Eu me sinto com uma missão muito séria. Ano passado uma aluna de jornalismo da UFPB, filha de um dos fotógrafos mais importantes e talentosos de João Pessoa, Vivi, fez uma postagem quando terminou o semestre dizendo que mesmo sendo filha, neta e bisneta de fotógrafos, foi comigo que aprendeu a ter amor pela fotografia. Na família dela isso é passado de homem para homem. Então a representatividade importa e ser mulher e professora de fotografia já é um parâmetro. Esses dados são mais tristes porque são dados mundiais. Isso vai ser a minha nova pesquisa que está em andamento. Estou escrevendo um artigo sobre isso e já tenho outras alunas querendo trabalhar com isso, pra gente levantar a história das mulheres fotojornalistas da Paraíba. E tem um monte, são invisibilizadas na história, são invisibilizadas nos créditos, muitas delas trabalham ganhando menos, com trabalho precário, trabalhando de graça pra fazer currículo, sem ter registro no sindicato. Toda hora dizem que esse não é o lugar pra gente, mas essas que existem elas são marginalizadas pela história.
12- Você faz parte da Associação Brasileira de Ensino de Jornalismo, a ABEJ, como diretora da região Nordeste. Qual é o papel da ABEJ na promoção da qualidade de ensino de jornalismo no Brasil e qual a sua função?
A ABEJ é a principal entidade nacional de organização da legislação para o ensino de jornalismo. É quem dialoga com o MEC (Ministério da Educação) e decide como o ensino de jornalismo no Brasil vai ser, define parâmetros pedagógicos e técnicas. Sou a diretora do Nordeste e também coordenadora do GP que tem mais visibilidade, o grupo de trabalho da ABEJ de projetos pedagógicos e as metodologias de ensino. Fiz o doutorado analisando o ensino da fotografia (acesse a tese aqui). A ABEJ não está interessada especificamente na fotografia, mas no ensino de jornalismo de maneira geral e cada um lá dentro luta pelos seus campos. Tem umas 4 a 5 pessoas de fotografia que tentam lutar para uma melhoria do ensino através das diretrizes, da legislação, de sugestões. O artigo que vou publicar semana que vem lá em Manaus, no encontro nacional do GP que eu coordeno, é a proposta de como inserir a fotografia nos cursos de jornalismo do Brasil.
Obs: O artigo citado por Agda na entrevista já foi publicado e está disponível aqui.
13- Para a área do jornalismo tem algum projeto em mente, alguma coisa que você pense em fazer que ainda não começou mas pensa em dar início?
Tem, mas é segredo.
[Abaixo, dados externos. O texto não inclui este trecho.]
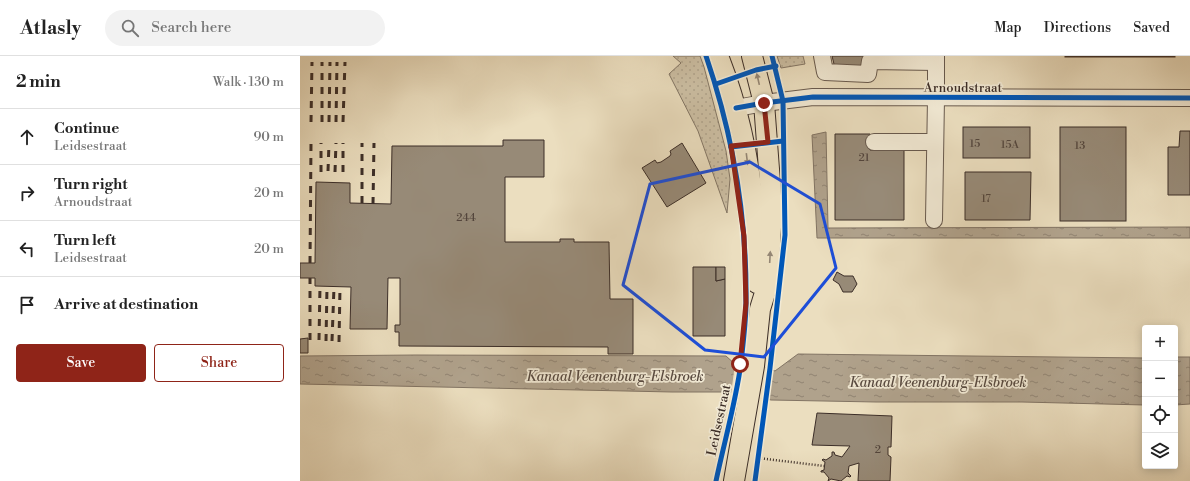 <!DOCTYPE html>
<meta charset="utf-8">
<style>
:root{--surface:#fff;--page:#f2f2f2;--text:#222;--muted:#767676;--line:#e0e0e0;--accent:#8f2418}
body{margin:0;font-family:"Libre Bodoni",serif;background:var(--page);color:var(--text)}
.controls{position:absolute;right:12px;bottom:12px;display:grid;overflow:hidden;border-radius:4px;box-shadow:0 2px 10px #0003}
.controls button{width:36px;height:36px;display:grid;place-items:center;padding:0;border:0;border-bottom:1px solid var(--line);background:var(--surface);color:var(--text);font:20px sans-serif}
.stop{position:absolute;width:12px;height:12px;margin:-9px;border:3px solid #8f2418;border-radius:50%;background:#fff}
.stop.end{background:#8f2418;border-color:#fff;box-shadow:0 1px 4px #0008}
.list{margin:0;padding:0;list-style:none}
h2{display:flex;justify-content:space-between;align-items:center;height:52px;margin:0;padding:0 16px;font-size:17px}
h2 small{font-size:13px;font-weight:400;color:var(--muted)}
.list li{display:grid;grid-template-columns:26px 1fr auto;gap:12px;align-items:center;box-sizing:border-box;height:56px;padding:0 16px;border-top:1px solid var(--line)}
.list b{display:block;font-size:15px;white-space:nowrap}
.list p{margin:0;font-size:13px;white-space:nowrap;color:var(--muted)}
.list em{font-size:13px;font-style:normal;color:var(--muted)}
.actions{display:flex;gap:8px;padding:12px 16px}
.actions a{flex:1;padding:9px 0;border:1px solid var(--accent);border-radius:4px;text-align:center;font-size:14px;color:var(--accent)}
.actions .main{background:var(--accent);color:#fff}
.icon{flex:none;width:22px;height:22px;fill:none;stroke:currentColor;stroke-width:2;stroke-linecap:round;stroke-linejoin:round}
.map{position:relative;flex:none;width:890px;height:425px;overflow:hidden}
header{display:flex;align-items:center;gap:24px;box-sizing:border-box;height:56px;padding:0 20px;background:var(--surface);border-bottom:1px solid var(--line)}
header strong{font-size:19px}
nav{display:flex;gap:22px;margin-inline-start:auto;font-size:14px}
.search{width:280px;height:36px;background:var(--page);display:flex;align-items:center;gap:10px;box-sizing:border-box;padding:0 14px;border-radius:22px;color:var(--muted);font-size:15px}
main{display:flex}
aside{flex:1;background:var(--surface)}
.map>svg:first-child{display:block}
</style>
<header>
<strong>Atlasly</strong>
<div class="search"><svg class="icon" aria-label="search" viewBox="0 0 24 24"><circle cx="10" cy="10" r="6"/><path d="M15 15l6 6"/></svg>Search here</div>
<nav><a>Map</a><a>Directions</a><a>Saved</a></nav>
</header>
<main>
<aside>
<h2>2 min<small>Walk · 130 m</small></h2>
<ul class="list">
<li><svg class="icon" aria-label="ahead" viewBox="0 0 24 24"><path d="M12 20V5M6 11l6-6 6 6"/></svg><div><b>Continue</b><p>Leidsestraat</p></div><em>90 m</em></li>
<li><svg class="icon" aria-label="right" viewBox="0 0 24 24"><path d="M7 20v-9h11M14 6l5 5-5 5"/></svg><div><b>Turn right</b><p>Arnoudstraat</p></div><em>20 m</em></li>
<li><svg class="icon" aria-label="left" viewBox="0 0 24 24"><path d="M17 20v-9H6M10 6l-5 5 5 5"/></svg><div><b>Turn left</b><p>Leidsestraat</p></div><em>20 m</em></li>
<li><svg class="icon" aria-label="arrive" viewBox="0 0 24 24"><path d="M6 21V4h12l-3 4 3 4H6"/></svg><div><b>Arrive at destination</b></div></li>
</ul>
<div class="actions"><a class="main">Save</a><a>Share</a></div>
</aside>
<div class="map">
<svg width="890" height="425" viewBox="0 0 890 425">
<defs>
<pattern id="green-dots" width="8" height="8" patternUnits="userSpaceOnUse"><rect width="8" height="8" fill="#cdc0a5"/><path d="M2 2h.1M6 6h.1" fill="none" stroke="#b1a58e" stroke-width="1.8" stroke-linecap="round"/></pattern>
<pattern id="water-ripples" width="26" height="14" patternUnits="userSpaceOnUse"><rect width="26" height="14" fill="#b0a28c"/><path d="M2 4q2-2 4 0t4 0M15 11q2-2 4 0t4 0" fill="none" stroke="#908472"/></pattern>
</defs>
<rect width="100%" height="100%" fill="#ebdebf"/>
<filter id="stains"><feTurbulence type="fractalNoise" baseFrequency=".005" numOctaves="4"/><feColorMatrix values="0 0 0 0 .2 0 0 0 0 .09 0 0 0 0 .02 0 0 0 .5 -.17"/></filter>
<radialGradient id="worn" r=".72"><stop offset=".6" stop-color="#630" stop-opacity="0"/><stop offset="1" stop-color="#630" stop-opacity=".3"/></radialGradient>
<g fill="url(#green-dots)" stroke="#847766">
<polygon points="373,0 400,0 404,11 426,95 430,123 427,157 398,75 369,18 381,7"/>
<polygon points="477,0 503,0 505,8 481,12"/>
</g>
<g fill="url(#water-ripples)" stroke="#827464">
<polygon points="526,76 528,172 890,171 890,182 517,182 512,79"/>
<polygon points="498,298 845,302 845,349 722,346 576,346 471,344 441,337 431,336 372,336 0,328 0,300 115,299 426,300 436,309 467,312 475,315"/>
<polygon points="875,301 890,301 890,348 875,349"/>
</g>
<polygon fill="#ebdebf" points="435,308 473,312 468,344 431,338"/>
<g fill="#978a77" stroke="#3c2e28">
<polygon points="532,0 563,0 563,12 535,12"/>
<rect x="765" y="0" width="110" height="1"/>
<rect x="663" y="71" width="67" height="31"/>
<rect x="760" y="71" width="66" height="94"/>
<polygon points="880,75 890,75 890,139 868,139 868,91 879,91"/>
<polygon points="535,78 570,78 570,94 604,94 604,164 535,164"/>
<polygon points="203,84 244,84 244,121 205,121 205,186 260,186 260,183 274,183 274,186 309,186 310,243 333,243 333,298 308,298 308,291 99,290 99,276 95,276 95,269 100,269 100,222 88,222 87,273 50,273 51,231 15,230 15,222 0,222 0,207 15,207 16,126 50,127 50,147 91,148 92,90 203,90"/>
<polygon points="382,87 406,127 367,151 342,112 355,104 357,107 361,106 370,100 371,98 370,95"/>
<polygon points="665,116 731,116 730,164 665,164"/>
<polygon points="393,211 416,211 416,225 425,223 425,280 393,280"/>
<polygon points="416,211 425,211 425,223 416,225"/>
<polygon points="537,216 544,220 553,220 557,228 552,236 543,236 539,228 533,224"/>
<polygon points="8,282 8,297 0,297 0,283"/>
<polygon points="517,357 592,360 591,391 588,391 588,399 591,401 590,425 558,425 559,407 549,410 548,417 551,420 550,421 547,420 541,425 531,423 528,425 529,422 524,416 521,416 521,415 524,414 525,406 522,404 523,403 526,404 532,400 532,396 534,396 535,399 542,401 550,390 512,389"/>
</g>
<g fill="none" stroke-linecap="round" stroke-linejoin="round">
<g stroke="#685a4e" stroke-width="18">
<g id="minor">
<polyline points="522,0 525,16 568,18 570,5 636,6"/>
<polyline points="436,52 464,47 513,41 890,42"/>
<polyline points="574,86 635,86"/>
<polyline points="634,164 636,42 636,0"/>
</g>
</g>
<g stroke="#3c2e28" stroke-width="22">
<g id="major">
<path d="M418,0C438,50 449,102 454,157C456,180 455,203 457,227"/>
<polyline points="434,425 454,310 460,253 468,227 472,153 464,47 452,0"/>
</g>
</g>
<polyline stroke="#3c2e28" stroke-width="2.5" stroke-dasharray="1 2" stroke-linecap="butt" points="458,402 524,410"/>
<use href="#minor" stroke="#f2ead5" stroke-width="16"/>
<use href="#major" stroke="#ebdebf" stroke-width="20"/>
<g stroke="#3c2e28" stroke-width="3" stroke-dasharray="7 7" stroke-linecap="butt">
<polyline points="11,66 12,6"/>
<polyline points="22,66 22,6"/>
<polyline points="29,66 30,6"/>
<polyline points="36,66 37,6"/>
<polyline points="43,66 45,6"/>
<polyline points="28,115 29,87"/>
<polyline points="21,116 21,87"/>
<polyline points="35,116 36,87"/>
<polyline points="43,116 43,87"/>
<polyline points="62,147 62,87"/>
<polyline points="73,148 74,87"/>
<polyline points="10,207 11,87"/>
<polyline points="10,284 10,222"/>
<polyline points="19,284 20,230"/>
<polyline points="26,285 27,231"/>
<polyline points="32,285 34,231"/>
<polyline points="39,286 40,231"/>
</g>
<g stroke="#f2ead5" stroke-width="8">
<g id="cycleway">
<path d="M406,0C433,79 447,163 446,246C446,266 443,287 441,307C436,345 424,387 416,425"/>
<polyline points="416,28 456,14 476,10"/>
<polyline points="436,52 464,47 513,41 890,42"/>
<polyline points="431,91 483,85"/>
<polyline points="455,425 470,312 485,179 483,45 472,0"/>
</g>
</g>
<use href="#cycleway" stroke="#0057b8" stroke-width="5"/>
</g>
<defs><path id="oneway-solid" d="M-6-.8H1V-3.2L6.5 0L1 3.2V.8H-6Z"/></defs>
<g fill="#948674">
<use href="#oneway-solid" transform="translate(458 23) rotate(-103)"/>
<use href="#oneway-solid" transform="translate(447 103) rotate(83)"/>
<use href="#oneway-solid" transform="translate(470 201) rotate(-87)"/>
</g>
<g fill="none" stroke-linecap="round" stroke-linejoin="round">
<polyline stroke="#8f2418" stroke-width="5" points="440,308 446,247 444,180 431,90 468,86 464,47"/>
</g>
<path fill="none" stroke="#1d4ed8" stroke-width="3" stroke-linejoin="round" d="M450,106L520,148L536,212L464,301L405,294L323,229L350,128Z"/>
<g text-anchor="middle" stroke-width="3.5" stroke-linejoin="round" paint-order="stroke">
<g font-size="11" fill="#53453c">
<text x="675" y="91">15</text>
<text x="710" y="92">15A</text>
<text x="780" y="93">13</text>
<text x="564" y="105">21</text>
<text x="686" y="146">17</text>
<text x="166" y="165">244</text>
<text x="578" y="397">2</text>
</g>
<g font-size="13" fill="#3c2e28" stroke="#f2ead5">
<text x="663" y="36">Arnoudstraat</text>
<text transform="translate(418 364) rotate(-78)" y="5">Leidsestraat</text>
</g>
<g font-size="14" font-style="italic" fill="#594b41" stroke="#f2ead5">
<text x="315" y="325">Kanaal Veenenburg-Elsbroek</text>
<text x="638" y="331">Kanaal Veenenburg-Elsbroek</text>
</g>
</g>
<rect width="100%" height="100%" filter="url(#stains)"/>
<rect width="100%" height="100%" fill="url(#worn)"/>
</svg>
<div class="controls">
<button>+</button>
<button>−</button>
<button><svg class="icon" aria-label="locate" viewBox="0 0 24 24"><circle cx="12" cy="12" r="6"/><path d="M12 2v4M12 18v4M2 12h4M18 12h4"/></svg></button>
<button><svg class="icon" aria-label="layers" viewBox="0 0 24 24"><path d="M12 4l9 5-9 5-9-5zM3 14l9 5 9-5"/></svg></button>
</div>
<div class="stop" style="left:440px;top:308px"></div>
<div class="stop end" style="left:464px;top:47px"></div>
</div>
</main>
Quero fazer no futuro próximo, um livro-reportagem com essas pesquisas sobre essas mulheres fotojornalistas paraibanas, fazer registro delas, digitalizar arquivos, montar um arquivo público. Eu almejo, a médio prazo, levantar quem são essas mulheres, suas histórias, os seus acervos, as que estão vivas, as que não estão, onde estão esses acervos. E no futuro a gente fazer um livro-reportagem sobre esses depoimentos, contando histórias das mulheres fotojornalistas da Paraíba, para saberem que a gente existe.
EXPEDIENTE
Fotografia e reportagem: Adrya Vitória e Izomara Magna
Monitoria: Ester Bezerra
Supervisão editorial: Ada Guedes e Rostand Melo
*Agda Aquino conciliou o trabalho nas duas universidades durante 10 anos. Mas, ao final de 2024, optou por se dedicar exclusivamente à UFPB. Esse post é uma homenagem de toda equipe do projeto de extensão Coletivo F8 à professora Agda, que também é colaboradora do projeto e integrante da comissão organizadora da Grão Fino Semana de Fotografia.
A chegada de Agda ao Departamento de Comunicação da UEPB em 2012 representou um ponto de virada para a área de fotografia no curso de Jornalismo. Ela iniciou a luta pela melhoria da estrutura do laboratório de fotografia e, principalmente, pelo respeito e reconhecimento ao trabalho de fotojornalistas e pesquisadores da imagem fotográfica no campo da comunicação. Se atualmente a fotografia ocupa um espaço de protagonismo no curso de Jornalismo, muito se deve ao papel exercido por Agda, desbravando esse caminho lá atrás. Obrigado Agda! Que a parceria e a amizade continuem de outro modo, para muito além da sigla escrita no crachá.